[Stored data entries]
========================================================================

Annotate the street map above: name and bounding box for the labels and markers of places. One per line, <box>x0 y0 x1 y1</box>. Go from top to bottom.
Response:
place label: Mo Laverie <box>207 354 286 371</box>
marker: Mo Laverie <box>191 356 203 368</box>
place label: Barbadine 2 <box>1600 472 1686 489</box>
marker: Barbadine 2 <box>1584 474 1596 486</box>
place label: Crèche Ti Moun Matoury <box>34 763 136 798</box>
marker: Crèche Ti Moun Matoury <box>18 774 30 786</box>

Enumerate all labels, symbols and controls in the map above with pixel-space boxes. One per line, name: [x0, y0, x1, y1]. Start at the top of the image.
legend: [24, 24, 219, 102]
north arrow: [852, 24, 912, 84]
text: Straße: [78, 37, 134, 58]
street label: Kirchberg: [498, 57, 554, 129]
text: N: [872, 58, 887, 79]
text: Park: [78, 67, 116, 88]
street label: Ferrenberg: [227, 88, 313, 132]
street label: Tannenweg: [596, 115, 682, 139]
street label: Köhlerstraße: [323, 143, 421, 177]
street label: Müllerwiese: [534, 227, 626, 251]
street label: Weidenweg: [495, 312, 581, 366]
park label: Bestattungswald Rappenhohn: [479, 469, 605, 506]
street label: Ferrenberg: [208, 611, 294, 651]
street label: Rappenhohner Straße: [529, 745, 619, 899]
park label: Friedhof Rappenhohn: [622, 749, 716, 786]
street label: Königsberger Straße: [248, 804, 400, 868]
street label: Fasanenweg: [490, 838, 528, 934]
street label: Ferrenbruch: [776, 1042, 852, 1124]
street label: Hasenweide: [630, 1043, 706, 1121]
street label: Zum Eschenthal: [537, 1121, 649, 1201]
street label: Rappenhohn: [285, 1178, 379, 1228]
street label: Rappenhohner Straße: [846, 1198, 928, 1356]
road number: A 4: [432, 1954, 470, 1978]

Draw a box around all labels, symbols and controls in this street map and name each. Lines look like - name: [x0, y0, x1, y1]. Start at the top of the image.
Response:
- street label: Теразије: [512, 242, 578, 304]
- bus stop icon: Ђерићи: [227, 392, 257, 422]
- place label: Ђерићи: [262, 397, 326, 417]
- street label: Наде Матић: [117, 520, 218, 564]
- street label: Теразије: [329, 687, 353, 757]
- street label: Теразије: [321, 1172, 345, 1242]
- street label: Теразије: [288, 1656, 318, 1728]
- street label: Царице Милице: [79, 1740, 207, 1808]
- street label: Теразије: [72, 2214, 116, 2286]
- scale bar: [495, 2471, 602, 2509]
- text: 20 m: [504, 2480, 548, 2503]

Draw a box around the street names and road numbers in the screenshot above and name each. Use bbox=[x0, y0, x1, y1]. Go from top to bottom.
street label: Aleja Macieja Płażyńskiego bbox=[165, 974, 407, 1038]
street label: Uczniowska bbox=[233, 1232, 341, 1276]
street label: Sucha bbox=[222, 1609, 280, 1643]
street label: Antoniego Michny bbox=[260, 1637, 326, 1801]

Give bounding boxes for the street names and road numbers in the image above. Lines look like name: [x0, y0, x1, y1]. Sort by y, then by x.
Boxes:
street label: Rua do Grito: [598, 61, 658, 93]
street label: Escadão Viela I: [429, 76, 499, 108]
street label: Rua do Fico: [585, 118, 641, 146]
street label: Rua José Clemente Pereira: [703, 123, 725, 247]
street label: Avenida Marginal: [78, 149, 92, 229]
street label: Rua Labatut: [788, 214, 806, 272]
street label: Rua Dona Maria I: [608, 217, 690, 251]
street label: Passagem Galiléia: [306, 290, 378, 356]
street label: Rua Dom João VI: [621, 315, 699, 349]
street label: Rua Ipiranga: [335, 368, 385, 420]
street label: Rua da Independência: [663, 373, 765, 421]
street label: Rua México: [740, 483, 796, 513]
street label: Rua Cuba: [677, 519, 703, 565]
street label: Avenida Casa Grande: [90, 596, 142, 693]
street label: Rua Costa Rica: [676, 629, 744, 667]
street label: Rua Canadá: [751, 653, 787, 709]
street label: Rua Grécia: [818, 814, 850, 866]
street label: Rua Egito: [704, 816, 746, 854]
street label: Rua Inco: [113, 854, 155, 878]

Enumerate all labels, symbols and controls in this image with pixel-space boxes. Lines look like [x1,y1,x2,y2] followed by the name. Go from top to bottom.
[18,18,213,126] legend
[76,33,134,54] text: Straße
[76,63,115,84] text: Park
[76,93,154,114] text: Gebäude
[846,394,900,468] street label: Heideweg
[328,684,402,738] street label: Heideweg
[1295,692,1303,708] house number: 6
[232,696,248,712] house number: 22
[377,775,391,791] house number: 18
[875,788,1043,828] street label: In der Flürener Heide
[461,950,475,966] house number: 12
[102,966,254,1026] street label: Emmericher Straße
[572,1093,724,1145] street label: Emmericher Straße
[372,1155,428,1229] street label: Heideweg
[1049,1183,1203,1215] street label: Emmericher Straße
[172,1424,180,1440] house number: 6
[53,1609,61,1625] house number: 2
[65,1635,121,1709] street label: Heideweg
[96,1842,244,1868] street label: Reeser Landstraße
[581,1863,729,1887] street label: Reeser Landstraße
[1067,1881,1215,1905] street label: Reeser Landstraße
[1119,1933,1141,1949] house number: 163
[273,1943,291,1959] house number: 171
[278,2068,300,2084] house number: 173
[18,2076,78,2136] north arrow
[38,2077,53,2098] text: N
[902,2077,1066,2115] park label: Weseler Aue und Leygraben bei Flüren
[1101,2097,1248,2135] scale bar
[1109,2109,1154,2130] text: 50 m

========================================================================

## WHAT TO PRODUCE
Whenever the string "bounding" turns up in a line of the data, copy that line.

## RESPONSE AREA
Annotate the street map above: name and bounding box for the labels and markers of places. One per line, <box>x0 y0 x1 y1</box>. Go from top to bottom.
Give bounding boxes for the street names and road numbers in the image above. Lines look like name: [x0, y0, x1, y1]. Sort by y, then by x.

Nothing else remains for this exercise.